D’Ignazio: «Piano sanitario da ripensare»

Il consigliere regionale è d’accordo con Di Sabatino e invita le istituzioni teramane a fare squadra
TERAMO. «Il presidente della Provincia fa bene a contestare il piano sanitario. La difesa del territorio non ha colore politico e se vogliamo difendere la sanità teramana, sindaci, consiglieri regionali e presidente della Provincia devono essere uniti. Così nessuno toccherà il nostro territorio». Giorgio D'Ignazio, consigliere regionale di Ncd, invita le istituzioni teramane a fare fronte comune in linea con le recenti prese di posizione sul Centro di Renzo Di Sabatino e delle dure contestazioni mosse dal presidente al piano sanitario regionale che disegna per il presidio di Teramo un futuro da ospedale di primo livello e l'accorpamento di numerosi reparti con conseguente riduzione dei posti letto.
Giorgio D'Ignazio, a titolo di esempio di una razionalizzazione che definisce «scriteriata», cita i ridimensionamenti della chirurgia, della traumatologia e dell'ortopedia di Giulianova. «E' noto che specialmente in estate, in una località costiera, aumentano i traumi, come si può pensare di accorpare la chirurgia con l'ortopedia e ridurre i posti letto da 20 a 9?», dice D'Ignazio, che lancia anche una provocazione. «Siano coraggiosi e abbiano il coraggio di chiudere gli ospedali e i reparti come hanno fatto per il punto nascita di Atri, perché dire a parole che si vuole tenere in vita gli ospedali, ma di fatto dissanguandoli, è una presa in giro e non è rispettoso verso i cittadini».

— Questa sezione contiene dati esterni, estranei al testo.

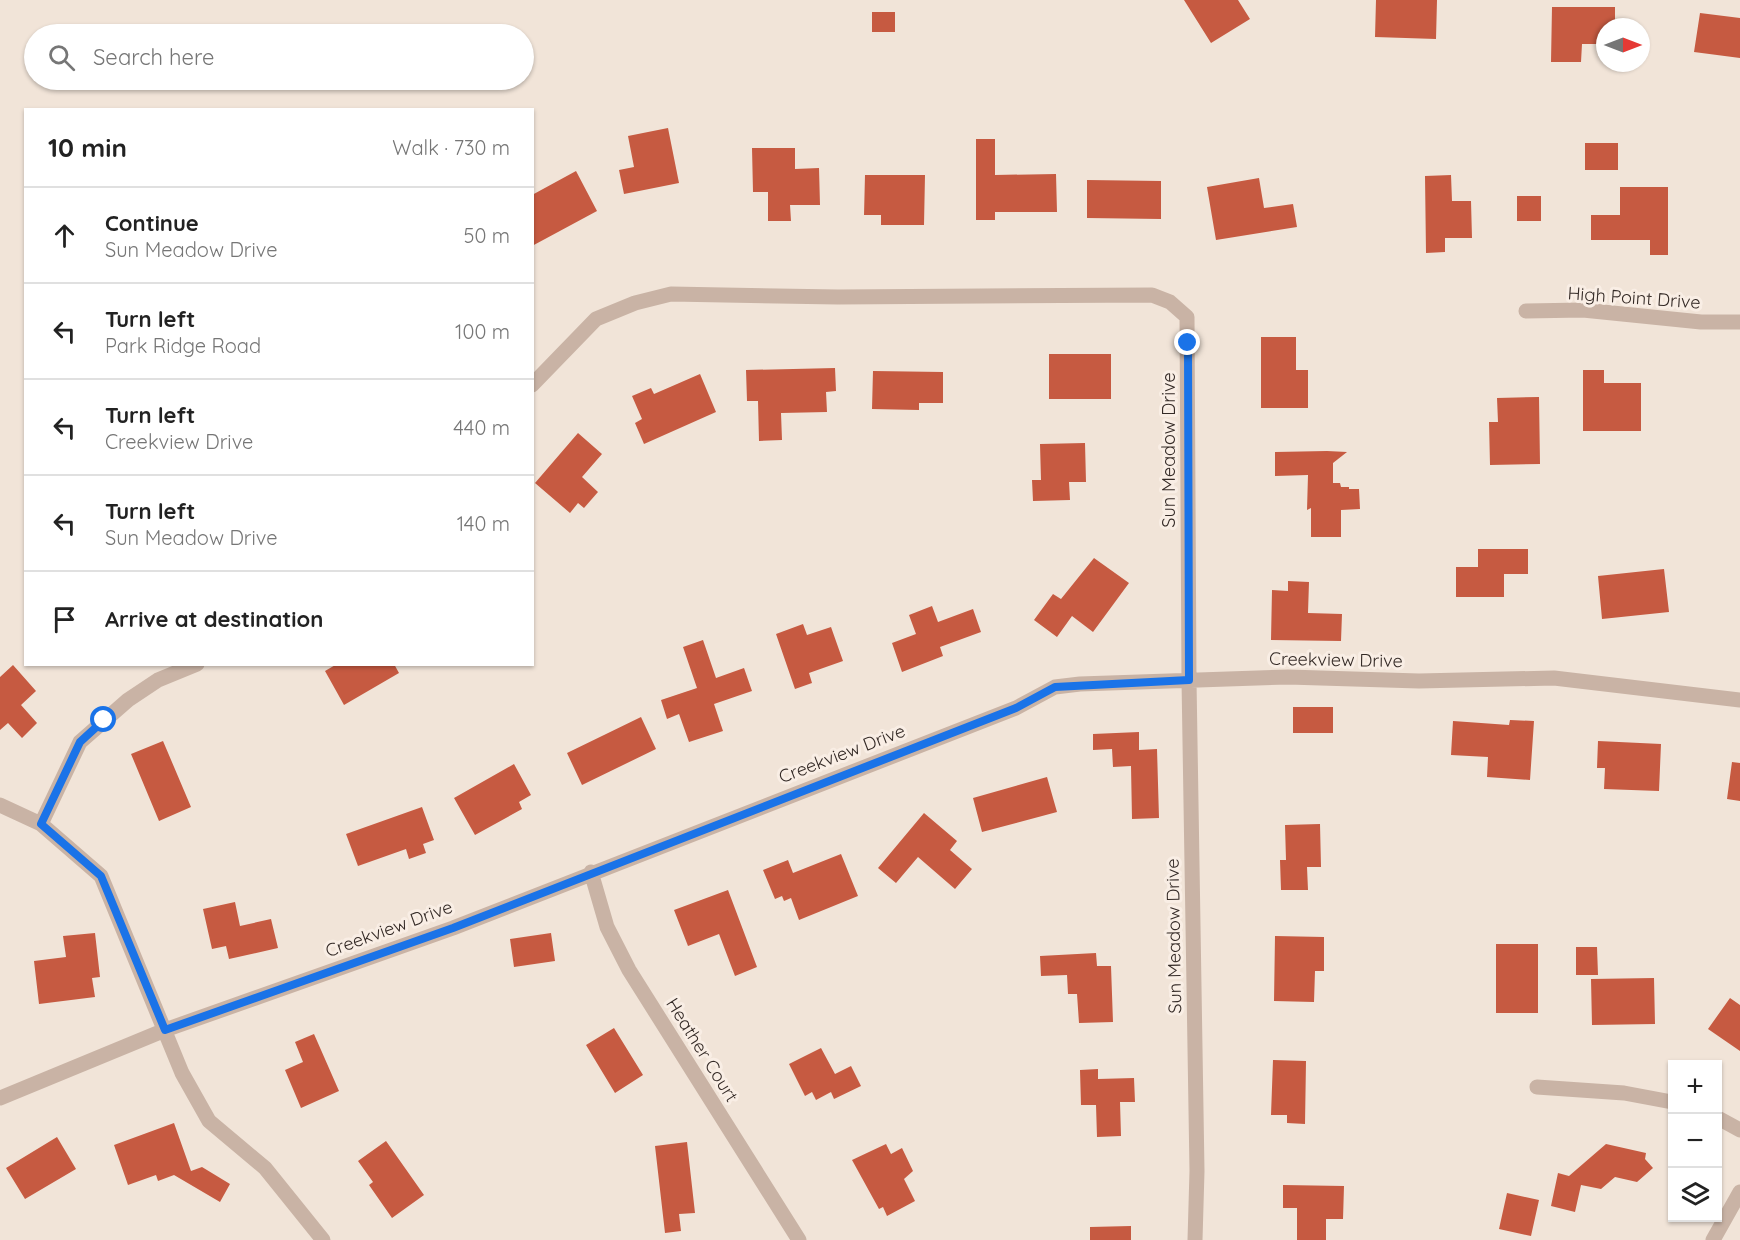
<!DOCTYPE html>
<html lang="en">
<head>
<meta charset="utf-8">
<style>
  body { margin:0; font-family:Quicksand,sans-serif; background:#f2f2f2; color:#222 }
  .controls { position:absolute; right:18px; bottom:18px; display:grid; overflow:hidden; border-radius:0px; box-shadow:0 2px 4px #0004 }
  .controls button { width:54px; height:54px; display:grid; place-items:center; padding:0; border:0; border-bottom:2px solid #e0e0e0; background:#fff; color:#222; font:30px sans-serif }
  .compass { position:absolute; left:1596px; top:18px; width:54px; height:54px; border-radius:50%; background:#fff; box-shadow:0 2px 4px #0004; rotate:90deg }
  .stop { position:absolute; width:18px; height:18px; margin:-14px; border:4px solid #1a73e8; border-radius:50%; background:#fff }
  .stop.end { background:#1a73e8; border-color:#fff; box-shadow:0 2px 6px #0008 }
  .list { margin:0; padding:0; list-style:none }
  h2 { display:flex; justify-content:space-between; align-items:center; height:78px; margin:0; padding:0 24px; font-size:26px }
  h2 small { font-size:20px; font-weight:400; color:#767676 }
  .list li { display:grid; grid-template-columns:39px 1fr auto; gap:18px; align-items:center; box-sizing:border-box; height:96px; padding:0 24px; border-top:2px solid #e0e0e0 }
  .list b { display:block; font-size:22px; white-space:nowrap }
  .list p { margin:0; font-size:20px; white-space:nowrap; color:#767676 }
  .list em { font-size:20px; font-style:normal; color:#767676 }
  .icon { flex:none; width:33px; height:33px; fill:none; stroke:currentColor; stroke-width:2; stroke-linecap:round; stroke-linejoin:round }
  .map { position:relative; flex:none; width:1740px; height:1240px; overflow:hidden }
  .search { position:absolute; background:#fff; box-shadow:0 2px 4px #0004; left:24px; top:24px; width:510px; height:66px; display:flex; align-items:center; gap:15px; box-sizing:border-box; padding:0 21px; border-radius:33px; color:#767676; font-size:22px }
  .panel { position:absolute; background:#fff; box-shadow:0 2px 4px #0004; left:24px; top:108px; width:510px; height:558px; border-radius:0px }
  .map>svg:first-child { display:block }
</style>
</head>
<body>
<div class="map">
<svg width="1740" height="1240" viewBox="0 0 1740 1240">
  <rect width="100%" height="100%" fill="#f1e4d8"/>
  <!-- building -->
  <path fill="#c65a41" d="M 1184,0 L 1238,0 L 1250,19 L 1211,43 Z
    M 1376,0 L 1437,0 L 1436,39 L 1375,37 Z
    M 1552,7 L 1615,7 L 1615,27 L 1605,27 L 1605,44 L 1582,44 L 1581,62 L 1551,62 Z
    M 872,12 L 895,12 L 895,32 L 872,32 Z
    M 1700,13 L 1740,18 L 1740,58 L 1694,52 Z
    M 668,128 L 679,183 L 624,194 L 619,170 L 634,167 L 628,136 Z
    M 976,139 L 995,139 L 995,175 L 1056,174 L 1057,212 L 995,212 L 995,220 L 976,220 Z
    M 1585,143 L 1618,143 L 1618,170 L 1585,170 Z
    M 752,148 L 795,148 L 795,169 L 819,168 L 820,205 L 790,205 L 791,221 L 768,221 L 768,192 L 753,192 Z
    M 576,171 L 597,211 L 532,246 L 532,195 Z
    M 865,175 L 925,175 L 924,225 L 881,225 L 881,215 L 864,215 Z
    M 1451,175 L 1452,201 L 1471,201 L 1472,238 L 1445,238 L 1445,252 L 1426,253 L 1425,176 Z
    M 1259,178 L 1264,208 L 1293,204 L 1297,227 L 1216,240 L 1207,187 Z
    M 1087,180 L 1161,181 L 1161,219 L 1087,218 Z
    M 1620,187 L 1668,187 L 1668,255 L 1650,255 L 1650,240 L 1591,240 L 1591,215 L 1620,215 Z
    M 1517,196 L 1541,196 L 1541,221 L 1517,221 Z
    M 1261,337 L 1296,337 L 1296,370 L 1308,370 L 1308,408 L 1261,408 Z
    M 1049,354 L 1111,354 L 1111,399 L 1049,399 Z
    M 835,368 L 836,391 L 826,392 L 827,412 L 781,413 L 782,440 L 759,441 L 758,401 L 747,401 L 746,370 Z
    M 1583,370 L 1604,370 L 1604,383 L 1641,383 L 1641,431 L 1583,431 Z
    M 873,371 L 943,372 L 943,403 L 919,403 L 919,410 L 872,409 Z
    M 700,374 L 716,412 L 644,444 L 635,423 L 642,419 L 632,396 L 651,388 L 654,394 Z
    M 1539,397 L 1540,464 L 1490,465 L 1489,422 L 1498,422 L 1497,398 Z
    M 578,433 L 602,454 L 582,477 L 598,492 L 584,508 L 578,503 L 570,513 L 535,483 Z
    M 1085,443 L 1086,482 L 1069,482 L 1070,500 L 1033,501 L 1032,480 L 1041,480 L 1040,444 Z
    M 1327,451 L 1347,452 L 1333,463 L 1333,483 L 1340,483 L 1341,487 L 1349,487 L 1349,489 L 1359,489 L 1360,509 L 1341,510 L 1341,537 L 1311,537 L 1311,508 L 1307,510 L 1308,475 L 1275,476 L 1275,452 Z
    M 1478,549 L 1528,549 L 1528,574 L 1504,574 L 1504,597 L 1456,597 L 1456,567 L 1478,567 Z
    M 1094,558 L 1129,583 L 1093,632 L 1072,616 L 1057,637 L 1034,620 L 1053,594 L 1061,599 Z
    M 1664,569 L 1669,612 L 1602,619 L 1598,576 Z
    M 1288,581 L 1309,582 L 1308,613 L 1342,614 L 1341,641 L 1271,640 L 1272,590 L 1288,591 Z
    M 932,606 L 938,622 L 973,609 L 981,632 L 940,647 L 943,656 L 902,672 L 892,643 L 916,634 L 909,615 Z
    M 803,624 L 807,635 L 831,627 L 843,661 L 809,673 L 812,683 L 795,689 L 776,634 Z
    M 703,640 L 716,678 L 744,668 L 752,691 L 714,704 L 723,731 L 689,742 L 679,714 L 667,719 L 661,700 L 697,688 L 683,647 Z
    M 337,664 L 394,664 L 399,673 L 344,705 L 325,671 Z
    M 13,665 L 36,691 L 21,705 L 37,723 L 22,738 L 8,723 L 0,730 L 0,677 Z
    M 1293,707 L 1333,707 L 1333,733 L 1293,733 Z
    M 641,717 L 656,749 L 582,785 L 567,753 Z
    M 1510,720 L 1534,721 L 1530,780 L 1487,777 L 1488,757 L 1451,755 L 1453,721 L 1509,725 Z
    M 1139,732 L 1139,750 L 1157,749 L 1159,818 L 1132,819 L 1131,766 L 1113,767 L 1112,749 L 1093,750 L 1093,734 Z
    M 163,741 L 191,807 L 159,821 L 131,754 Z
    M 1598,741 L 1661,744 L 1659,791 L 1604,789 L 1605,768 L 1597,768 Z
    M 1732,762 L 1740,763 L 1740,801 L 1727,799 Z
    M 514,764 L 531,795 L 519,802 L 522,809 L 475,835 L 454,798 Z
    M 1047,777 L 1057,812 L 982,832 L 973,798 Z
    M 422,807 L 434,840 L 423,844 L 426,853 L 409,859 L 406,849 L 358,866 L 346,834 Z
    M 924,813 L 957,841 L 950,850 L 972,869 L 955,889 L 918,857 L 896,883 L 878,868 Z
    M 1320,824 L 1321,867 L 1307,867 L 1308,890 L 1281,890 L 1280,860 L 1286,860 L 1285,825 Z
    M 841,854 L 858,896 L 799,920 L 791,898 L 784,901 L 782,896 L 775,899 L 763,870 L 788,860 L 793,873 Z
    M 728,890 L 757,967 L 735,976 L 719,934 L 688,946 L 674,910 Z
    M 235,902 L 240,926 L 271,919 L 278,948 L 229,959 L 226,946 L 212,949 L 203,909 Z
    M 95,933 L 100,977 L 92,978 L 95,997 L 39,1004 L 34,961 L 66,957 L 63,936 Z
    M 551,933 L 555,961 L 514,967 L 510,939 Z
    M 1275,936 L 1324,937 L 1324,971 L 1315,971 L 1314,1002 L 1274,1001 Z
    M 1496,944 L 1538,944 L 1538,1013 L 1496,1013 Z
    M 1576,947 L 1597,947 L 1598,975 L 1576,975 Z
    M 1096,953 L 1097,966 L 1111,966 L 1113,1022 L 1079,1023 L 1077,994 L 1068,994 L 1067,975 L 1041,976 L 1040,956 Z
    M 1654,978 L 1655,1024 L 1592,1025 L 1591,979 Z
    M 1730,998 L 1740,1005 L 1740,1051 L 1708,1029 Z
    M 614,1028 L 643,1075 L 615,1093 L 586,1045 Z
    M 314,1034 L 339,1091 L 301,1108 L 285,1070 L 303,1062 L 295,1042 Z
    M 821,1048 L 835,1074 L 851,1066 L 861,1086 L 834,1099 L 831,1092 L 816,1100 L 812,1092 L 805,1096 L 789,1064 Z
    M 1273,1060 L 1306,1061 L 1305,1124 L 1287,1123 L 1287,1115 L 1271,1115 Z
    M 1098,1069 L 1098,1079 L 1134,1078 L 1135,1102 L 1120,1102 L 1121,1136 L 1097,1137 L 1096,1105 L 1081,1105 L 1080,1070 Z
    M 174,1123 L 191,1171 L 202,1167 L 230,1184 L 220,1202 L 174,1175 L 158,1181 L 156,1175 L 128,1185 L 114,1145 Z
    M 57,1137 L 76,1169 L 25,1199 L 6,1168 Z
    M 386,1141 L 424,1195 L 392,1218 L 369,1185 L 373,1182 L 358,1161 Z
    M 687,1142 L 695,1213 L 679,1214 L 681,1231 L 665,1233 L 655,1146 Z
    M 886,1144 L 891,1154 L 902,1148 L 913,1171 L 904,1179 L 915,1201 L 887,1216 L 883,1207 L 879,1209 L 852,1160 Z
    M 1606,1144 L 1646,1153 L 1645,1159 L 1653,1168 L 1637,1182 L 1615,1177 L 1601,1189 L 1581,1185 L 1575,1212 L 1551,1206 L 1558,1173 L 1569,1176 Z
    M 1283,1185 L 1344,1186 L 1343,1219 L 1326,1219 L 1326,1240 L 1297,1240 L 1297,1208 L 1283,1208 Z
    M 1507,1193 L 1539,1200 L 1531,1236 L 1499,1229 Z
    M 1131,1226 L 1131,1240 L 1090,1240 L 1090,1227 Z"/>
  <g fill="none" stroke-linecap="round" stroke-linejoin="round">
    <!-- minor -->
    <path stroke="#c9b3a5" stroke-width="15" d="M 1526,311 L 1583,310 L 1701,322 L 1740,322
      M 532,385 L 596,319 L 635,303 L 671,294 L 838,297 L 1152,295 L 1170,302 L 1187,317 L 1189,680 L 1197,1171 L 1195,1240
      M 0,805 L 41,824 L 101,876 L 182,1073 L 209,1121 L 265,1168 L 323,1240
      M 41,824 L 80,742 L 128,700 L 158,680 L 197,664
      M 591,872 L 607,927 L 629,970 L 799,1240
      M 1537,1087 L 1624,1093 L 1672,1102
      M 0,1098 L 165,1030 L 453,928 L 1016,708 L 1055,687 L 1080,684 L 1288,677 L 1419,681 L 1554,678 L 1740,700
      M 1718,1118 L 1740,1130"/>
    <!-- tertiary -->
    <path stroke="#c9b3a5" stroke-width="15" d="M 1713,1240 L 1740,1192"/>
  </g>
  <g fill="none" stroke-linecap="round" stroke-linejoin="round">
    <!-- route -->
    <path stroke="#1a73e8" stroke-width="8" d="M 104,720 L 80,742 L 41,824 L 101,876 L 165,1030 L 453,928 L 1016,708 L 1055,687 L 1189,680 L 1188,343"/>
  </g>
  <g text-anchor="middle" stroke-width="6" stroke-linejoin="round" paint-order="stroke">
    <!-- street labels -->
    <g font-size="18" fill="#342a26" stroke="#f9eee5">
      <text transform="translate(1634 298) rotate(4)" y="6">High Point Drive</text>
      <text transform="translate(1169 450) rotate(-90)" y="6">Sun Meadow Drive</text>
      <text transform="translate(1336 660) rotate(1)" y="6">Creekview Drive</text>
      <text transform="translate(842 754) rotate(-21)" y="6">Creekview Drive</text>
      <text transform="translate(389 929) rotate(-20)" y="6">Creekview Drive</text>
      <text transform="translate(1174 936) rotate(-91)" y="6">Sun Meadow Drive</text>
      <text transform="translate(702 1050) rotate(58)" y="6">Heather Court</text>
    </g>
  </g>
</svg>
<div class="controls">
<button>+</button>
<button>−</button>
<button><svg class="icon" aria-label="layers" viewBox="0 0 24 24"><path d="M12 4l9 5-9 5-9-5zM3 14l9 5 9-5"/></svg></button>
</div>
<svg class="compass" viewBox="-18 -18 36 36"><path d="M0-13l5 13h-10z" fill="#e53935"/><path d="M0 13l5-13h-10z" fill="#767676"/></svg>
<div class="stop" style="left:104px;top:720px"></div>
<div class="stop end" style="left:1188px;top:343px"></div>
<div class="search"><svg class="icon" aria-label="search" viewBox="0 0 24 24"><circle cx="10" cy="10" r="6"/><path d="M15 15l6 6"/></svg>Search here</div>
<section class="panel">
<h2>10 min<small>Walk · 730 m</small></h2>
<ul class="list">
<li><svg class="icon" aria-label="ahead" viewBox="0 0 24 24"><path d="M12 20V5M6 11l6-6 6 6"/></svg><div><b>Continue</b><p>Sun Meadow Drive</p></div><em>50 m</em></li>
<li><svg class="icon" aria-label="left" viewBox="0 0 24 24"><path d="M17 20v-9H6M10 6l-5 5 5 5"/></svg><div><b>Turn left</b><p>Park Ridge Road</p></div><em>100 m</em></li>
<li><svg class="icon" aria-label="left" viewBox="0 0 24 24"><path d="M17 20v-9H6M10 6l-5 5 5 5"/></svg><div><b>Turn left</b><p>Creekview Drive</p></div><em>440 m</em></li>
<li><svg class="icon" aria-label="left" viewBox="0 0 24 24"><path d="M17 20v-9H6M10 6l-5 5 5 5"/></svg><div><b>Turn left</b><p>Sun Meadow Drive</p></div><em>140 m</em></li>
<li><svg class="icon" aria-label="arrive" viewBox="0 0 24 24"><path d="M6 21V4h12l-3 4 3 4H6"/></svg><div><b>Arrive at destination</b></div></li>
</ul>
</section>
</div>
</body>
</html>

D'Ignazio si concentra poi sul Mazzini di Teramo ed evidenzia come il declassamento a primo livello indebolisce anche l'alta specializzazione coma la neurochirurgia e la cardiochirurgia che finora hanno fatto di Teramo un punto di eccellenza. «E' un caso che un figlio d'arte come Di Eusanio stia abbandonando il capoluogo per andare ad Ancona? Io credo di no. Nella nostra provincia stanno tornando i viaggi della speranza per curarsi, ma certamente non è per assenza di bravi medici, ma solo per il dissanguamento dei reparti e e una disorganizzazione che si traduce nell'incapacità di gestire l'urgenza».
D'Ignazio, inoltre, spinge l'esecutivo regionale affinché si apra una riflessione sulla geriatria. «La popolazione sta invecchiando, l'età della vita si allunga, eppure le strutture geriatriche, e i reparti dedicati elle problematiche della popolazione più anziana, sono al lumicino. Questo piano va ripensato interamente ed è assurdo sostenere che, poiché a Roma c'è un ospedale ogni 500mila abitanti, in provincia di Teramo ne basta uno per 300mila. Roma ha il Sant'Andrea o il Gemelli che sono grandi quanto tutti e quattro gli ospedali teramani insieme. Inoltre noi non abbiamo cliniche private come avviene per Pescara e Chieti, che peraltro distano pochi chilometri. La democrazia cristiana, i socialisti e i liberali in passato lottavano insieme per il territorio. Il senatore Pci Franchi era accanto a Tancredi e la sanità era pensata per il territorio. Uniti dobbiamo tornare a fare questo».